Facebook Prime Bits

This is one of Facebook job candidate puzzles. Given a range [a,b] of positive integer numbers, test for the primality of the number of 1 bits in the binary representation of each number, and do so in O(n) where n is b - a.

Unfortunately the puzzle goes on to assume that n is a 64 bit integer, and that makes asymptotic analysis quite meaningless, so I will discard this assumption for now and comment on it later. The naive solution loops through the given range converting each number to its binary representation, counting 1 bits and testing primality. The complexity of this algorithm is O((b-a) log(b)), using the polynomial time deterministic primality test of Agrawal, Saxena and Kayal. One might think that the primality test is the hard part of the algorithm, but the numbers to be tested are pretty small. The representation of b takes log(b) bits. The number of 1 bits in it is at most, of course, log(b) and that can be represented with log(log(b)) bits, and the ASK algorithm is polynomial w.r.t to the size of its input, or poly(log(log(b))). So is it possible to get rid of the log(b) term depending on counting the bits in the binary representation of a number? The answer is in the following functions and is positive. The main idea is to avoid recomputing the same partial sum of bits over and over again. Imagine a trie or prefix tree of the binary representations of all the numbers in the range. Imagine a traversal in preorder that is performed while keeping a count of 1 bits seen so far between the root (most significant bit) and the current position.
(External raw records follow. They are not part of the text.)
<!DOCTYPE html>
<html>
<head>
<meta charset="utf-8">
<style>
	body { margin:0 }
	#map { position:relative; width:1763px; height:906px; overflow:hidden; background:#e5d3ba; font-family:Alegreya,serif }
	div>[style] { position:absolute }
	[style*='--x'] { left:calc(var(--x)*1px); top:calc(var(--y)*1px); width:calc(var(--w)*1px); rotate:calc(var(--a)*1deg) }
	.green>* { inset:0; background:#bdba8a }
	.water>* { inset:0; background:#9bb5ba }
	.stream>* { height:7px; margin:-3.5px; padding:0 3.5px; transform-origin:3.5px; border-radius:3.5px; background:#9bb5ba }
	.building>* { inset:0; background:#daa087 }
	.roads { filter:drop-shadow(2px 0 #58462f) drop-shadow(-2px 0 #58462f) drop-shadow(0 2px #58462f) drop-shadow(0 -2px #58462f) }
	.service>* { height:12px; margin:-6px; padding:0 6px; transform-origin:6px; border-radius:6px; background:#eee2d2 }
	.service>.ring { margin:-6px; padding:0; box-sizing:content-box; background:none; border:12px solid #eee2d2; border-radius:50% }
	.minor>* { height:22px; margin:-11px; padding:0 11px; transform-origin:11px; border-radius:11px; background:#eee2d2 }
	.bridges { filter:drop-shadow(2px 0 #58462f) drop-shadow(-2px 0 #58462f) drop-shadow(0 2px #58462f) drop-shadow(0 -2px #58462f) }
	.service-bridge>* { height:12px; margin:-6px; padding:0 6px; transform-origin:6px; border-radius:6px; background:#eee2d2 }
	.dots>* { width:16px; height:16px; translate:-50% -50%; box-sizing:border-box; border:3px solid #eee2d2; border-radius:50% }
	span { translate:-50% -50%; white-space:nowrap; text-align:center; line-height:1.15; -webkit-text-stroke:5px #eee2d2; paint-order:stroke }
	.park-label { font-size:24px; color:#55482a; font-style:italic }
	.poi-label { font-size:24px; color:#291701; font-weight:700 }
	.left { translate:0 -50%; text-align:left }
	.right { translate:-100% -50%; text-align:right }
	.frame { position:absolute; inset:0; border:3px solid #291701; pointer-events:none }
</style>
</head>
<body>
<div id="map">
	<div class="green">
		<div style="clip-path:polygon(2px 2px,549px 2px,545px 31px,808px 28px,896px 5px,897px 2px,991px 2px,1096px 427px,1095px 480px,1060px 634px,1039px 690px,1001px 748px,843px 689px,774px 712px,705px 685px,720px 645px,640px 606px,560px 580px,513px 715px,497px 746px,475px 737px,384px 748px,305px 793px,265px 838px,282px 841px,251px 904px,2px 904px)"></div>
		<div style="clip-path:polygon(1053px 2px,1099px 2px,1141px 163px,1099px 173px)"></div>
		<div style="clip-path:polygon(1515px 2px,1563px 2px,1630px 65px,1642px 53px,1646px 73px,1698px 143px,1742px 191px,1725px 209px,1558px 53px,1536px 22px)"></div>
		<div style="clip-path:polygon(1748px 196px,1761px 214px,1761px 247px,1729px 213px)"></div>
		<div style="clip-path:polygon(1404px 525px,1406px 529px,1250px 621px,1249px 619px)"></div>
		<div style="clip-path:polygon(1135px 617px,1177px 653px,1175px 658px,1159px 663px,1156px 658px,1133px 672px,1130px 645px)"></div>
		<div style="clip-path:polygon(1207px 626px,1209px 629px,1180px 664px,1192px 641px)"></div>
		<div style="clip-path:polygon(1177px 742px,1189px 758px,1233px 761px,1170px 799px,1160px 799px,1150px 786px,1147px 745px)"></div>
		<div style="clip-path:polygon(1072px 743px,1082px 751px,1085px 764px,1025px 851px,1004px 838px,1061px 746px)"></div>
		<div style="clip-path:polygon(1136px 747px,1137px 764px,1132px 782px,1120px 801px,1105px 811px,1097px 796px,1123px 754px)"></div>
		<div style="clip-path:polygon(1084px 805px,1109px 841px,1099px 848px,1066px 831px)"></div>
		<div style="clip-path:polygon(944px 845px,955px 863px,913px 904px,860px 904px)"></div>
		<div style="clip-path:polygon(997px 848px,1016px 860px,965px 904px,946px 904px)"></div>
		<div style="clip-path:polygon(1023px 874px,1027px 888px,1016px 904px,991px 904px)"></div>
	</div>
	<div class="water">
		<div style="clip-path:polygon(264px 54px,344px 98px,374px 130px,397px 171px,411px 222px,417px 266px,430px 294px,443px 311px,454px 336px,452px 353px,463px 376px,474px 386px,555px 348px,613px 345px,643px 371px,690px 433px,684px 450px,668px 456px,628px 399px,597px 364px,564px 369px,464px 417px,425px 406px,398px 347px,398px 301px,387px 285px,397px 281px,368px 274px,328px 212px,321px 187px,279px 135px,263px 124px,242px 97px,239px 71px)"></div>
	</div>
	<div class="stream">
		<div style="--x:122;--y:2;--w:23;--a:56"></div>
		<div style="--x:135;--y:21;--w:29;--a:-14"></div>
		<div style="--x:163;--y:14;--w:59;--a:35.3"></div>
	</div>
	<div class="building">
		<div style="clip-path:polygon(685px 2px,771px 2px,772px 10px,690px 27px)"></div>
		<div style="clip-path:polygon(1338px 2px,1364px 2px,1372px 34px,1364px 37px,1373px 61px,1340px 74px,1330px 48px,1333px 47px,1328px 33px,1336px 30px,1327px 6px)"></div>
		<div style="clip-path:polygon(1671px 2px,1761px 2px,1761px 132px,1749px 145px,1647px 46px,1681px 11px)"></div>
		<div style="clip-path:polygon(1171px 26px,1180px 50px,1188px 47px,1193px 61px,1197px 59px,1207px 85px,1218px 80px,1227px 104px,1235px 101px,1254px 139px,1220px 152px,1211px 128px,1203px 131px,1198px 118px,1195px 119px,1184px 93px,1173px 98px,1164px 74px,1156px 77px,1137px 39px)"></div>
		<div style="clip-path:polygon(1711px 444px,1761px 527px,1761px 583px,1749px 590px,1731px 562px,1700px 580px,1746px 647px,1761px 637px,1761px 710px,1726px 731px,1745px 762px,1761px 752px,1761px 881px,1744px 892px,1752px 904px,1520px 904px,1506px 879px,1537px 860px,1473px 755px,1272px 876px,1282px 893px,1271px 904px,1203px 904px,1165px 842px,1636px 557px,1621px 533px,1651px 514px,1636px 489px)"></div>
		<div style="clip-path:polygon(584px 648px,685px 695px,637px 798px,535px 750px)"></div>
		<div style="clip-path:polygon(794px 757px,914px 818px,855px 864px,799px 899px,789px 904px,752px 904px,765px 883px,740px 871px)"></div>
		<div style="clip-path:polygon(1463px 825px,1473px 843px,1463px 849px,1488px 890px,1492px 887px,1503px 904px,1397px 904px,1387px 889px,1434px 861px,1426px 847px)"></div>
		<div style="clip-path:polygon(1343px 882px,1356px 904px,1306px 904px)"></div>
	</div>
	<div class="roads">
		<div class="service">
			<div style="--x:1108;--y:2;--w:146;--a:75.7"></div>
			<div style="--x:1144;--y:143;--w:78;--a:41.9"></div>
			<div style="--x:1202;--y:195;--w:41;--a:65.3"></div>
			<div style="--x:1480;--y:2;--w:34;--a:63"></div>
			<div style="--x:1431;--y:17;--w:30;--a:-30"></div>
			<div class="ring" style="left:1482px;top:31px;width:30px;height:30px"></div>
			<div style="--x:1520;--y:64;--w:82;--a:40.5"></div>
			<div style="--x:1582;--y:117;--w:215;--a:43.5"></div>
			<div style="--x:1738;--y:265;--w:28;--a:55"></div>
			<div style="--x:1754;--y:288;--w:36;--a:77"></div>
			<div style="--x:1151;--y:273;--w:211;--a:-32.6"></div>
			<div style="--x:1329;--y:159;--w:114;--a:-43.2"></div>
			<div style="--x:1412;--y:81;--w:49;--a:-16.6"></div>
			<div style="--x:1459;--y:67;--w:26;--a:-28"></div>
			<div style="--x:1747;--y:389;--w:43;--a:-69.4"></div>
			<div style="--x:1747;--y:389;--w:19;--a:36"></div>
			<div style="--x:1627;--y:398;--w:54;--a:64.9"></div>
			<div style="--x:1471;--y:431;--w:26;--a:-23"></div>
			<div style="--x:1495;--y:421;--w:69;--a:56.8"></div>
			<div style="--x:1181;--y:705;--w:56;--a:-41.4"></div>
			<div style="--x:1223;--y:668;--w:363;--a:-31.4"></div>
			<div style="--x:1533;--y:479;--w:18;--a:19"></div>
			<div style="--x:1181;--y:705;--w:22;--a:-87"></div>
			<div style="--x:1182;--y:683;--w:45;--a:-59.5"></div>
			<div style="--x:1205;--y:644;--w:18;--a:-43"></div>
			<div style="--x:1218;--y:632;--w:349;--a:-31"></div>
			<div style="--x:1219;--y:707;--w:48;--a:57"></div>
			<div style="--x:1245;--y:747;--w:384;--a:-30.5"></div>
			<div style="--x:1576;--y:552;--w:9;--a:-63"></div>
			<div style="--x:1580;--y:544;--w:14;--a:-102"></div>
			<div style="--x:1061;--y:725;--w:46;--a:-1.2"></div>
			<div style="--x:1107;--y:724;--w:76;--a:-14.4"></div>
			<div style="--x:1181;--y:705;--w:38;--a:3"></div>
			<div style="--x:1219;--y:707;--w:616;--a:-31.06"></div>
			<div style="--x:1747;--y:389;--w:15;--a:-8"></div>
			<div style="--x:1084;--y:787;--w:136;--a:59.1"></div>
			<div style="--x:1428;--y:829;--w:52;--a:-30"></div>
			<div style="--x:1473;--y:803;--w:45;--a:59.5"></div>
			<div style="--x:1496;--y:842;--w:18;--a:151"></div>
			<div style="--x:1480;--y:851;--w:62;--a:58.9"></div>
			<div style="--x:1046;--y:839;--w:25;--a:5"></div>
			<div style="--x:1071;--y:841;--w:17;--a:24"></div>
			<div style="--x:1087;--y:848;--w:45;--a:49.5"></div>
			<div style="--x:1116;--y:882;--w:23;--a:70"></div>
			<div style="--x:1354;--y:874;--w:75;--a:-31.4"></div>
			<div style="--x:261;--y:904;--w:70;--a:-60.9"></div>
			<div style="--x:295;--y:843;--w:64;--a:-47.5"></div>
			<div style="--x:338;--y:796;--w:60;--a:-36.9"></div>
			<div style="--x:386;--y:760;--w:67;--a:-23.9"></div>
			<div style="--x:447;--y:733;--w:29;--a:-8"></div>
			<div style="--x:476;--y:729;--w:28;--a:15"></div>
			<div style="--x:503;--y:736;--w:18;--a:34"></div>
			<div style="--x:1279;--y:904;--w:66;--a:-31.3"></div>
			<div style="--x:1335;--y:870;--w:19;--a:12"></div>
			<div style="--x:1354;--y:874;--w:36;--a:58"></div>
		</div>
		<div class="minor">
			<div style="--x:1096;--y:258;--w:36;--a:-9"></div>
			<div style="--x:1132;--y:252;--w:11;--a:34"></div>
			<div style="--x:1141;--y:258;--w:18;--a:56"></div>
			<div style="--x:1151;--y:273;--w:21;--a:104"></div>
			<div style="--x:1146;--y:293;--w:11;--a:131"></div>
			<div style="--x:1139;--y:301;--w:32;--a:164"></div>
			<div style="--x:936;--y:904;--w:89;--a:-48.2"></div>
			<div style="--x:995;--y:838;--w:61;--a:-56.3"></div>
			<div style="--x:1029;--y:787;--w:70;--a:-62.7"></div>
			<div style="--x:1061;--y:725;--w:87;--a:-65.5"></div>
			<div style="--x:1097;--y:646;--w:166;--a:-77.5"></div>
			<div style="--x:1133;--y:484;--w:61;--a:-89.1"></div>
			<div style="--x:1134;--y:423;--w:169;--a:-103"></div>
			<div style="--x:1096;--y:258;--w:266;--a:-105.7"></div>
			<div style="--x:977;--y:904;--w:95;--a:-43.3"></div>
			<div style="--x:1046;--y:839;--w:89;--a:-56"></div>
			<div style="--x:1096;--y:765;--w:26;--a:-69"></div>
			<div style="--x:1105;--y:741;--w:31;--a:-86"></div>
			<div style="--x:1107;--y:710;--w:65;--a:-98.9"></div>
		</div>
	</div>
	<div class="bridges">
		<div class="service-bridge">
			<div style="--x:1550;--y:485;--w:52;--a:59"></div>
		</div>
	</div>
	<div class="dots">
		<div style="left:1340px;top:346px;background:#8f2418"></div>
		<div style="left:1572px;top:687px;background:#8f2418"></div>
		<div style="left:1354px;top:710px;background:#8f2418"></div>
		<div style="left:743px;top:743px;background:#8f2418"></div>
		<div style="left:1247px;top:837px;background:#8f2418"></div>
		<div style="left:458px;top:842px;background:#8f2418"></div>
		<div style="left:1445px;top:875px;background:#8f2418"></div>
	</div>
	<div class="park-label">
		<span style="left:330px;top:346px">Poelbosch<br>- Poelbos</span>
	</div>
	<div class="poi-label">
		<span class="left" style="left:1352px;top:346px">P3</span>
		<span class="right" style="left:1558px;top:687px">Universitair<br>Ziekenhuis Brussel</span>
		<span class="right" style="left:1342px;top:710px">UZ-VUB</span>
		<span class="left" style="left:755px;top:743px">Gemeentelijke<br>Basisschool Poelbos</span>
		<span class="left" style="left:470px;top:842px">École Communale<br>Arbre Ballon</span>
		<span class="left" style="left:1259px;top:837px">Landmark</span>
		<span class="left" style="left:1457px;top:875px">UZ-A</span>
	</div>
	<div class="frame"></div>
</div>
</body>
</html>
Every time a leaf (complete number) is reached, the results are extended with one item.

use strict;

sub countbits {
return f(@_, 0, []);
}

sub f {
my ($a, $b, $count, $retv) = @_;
if ($a != $b) {
my $k = int(log2($b));
if (topbits($a, $k) == topbits($b, $k)) {
return  f(bottombits($a, $k),
bottombits($b, $k),
$count + topbits($a, $k),
$retv );
}
else {
f(bottombits($a, $k),  
2**$k - 1,
$count,
$retv);
return  f(0,
bottombits($b, $k),
$count + 1,  
$retv);
}
}
else {
push @$retv, $count + g($a);
return $retv;
}
}

sub g {
my $a = shift;
return ($a == 0 ? 0 :$a % 2 + g ($a >> 1));
}

sub topbits{
my ($a, $k) = @_;
return $a >> $k;
}

sub bottombits{
my ($a, $k) = @_;
return $a % 2**$k;
}

sub log2 {
my $n = shift;
return log($n)/log(2);
}

The shift and mod operations are not strictly constant time, but they are used just to select the first bit and the remaining bits, so that can be done in constant time but I thought the function was clearer this way. The worst case analysis assumes that the double recursive call is always performed and relies on the fact that the number of significant digits is decreasing by one with each level of recursion. G is of course O(log(a)). This establishes a O((b-a)+log(a)) bound. So there is a log(a) term in there, and we still need the primality test, either precomputed (O((b-a)+log(a)+log(b)poly(log(log(b)))) total time) or performed on each number in O((b-a) poly(log(log(b)))). Neither is superior depending on a. So one can not strictly achieve O(b-a) as claimed by the Facebook gurus. This is not a limitation of my approach. If it were possible, it would imply for a=b that primality can be tested in constant time. Two friends of mine and programming superstars both used the additional assumption of 64 bit numbers to consider log(b) <=64 and therefore constant as we were discussing this problem. Personally, I think mixing finite and asymptotic analysis doesn't really help making things more clear and ridding oneself of a log(b) factor when it can be as large as 64 can have practical consequences. Actually, I think this is a great example that asymptotic analysis is insightful. Still it would be nice to make sure that my algorithm doesn't have horrible constants in its time complexity function. This is left as an exercise for the reader (suggestion: use generating functions).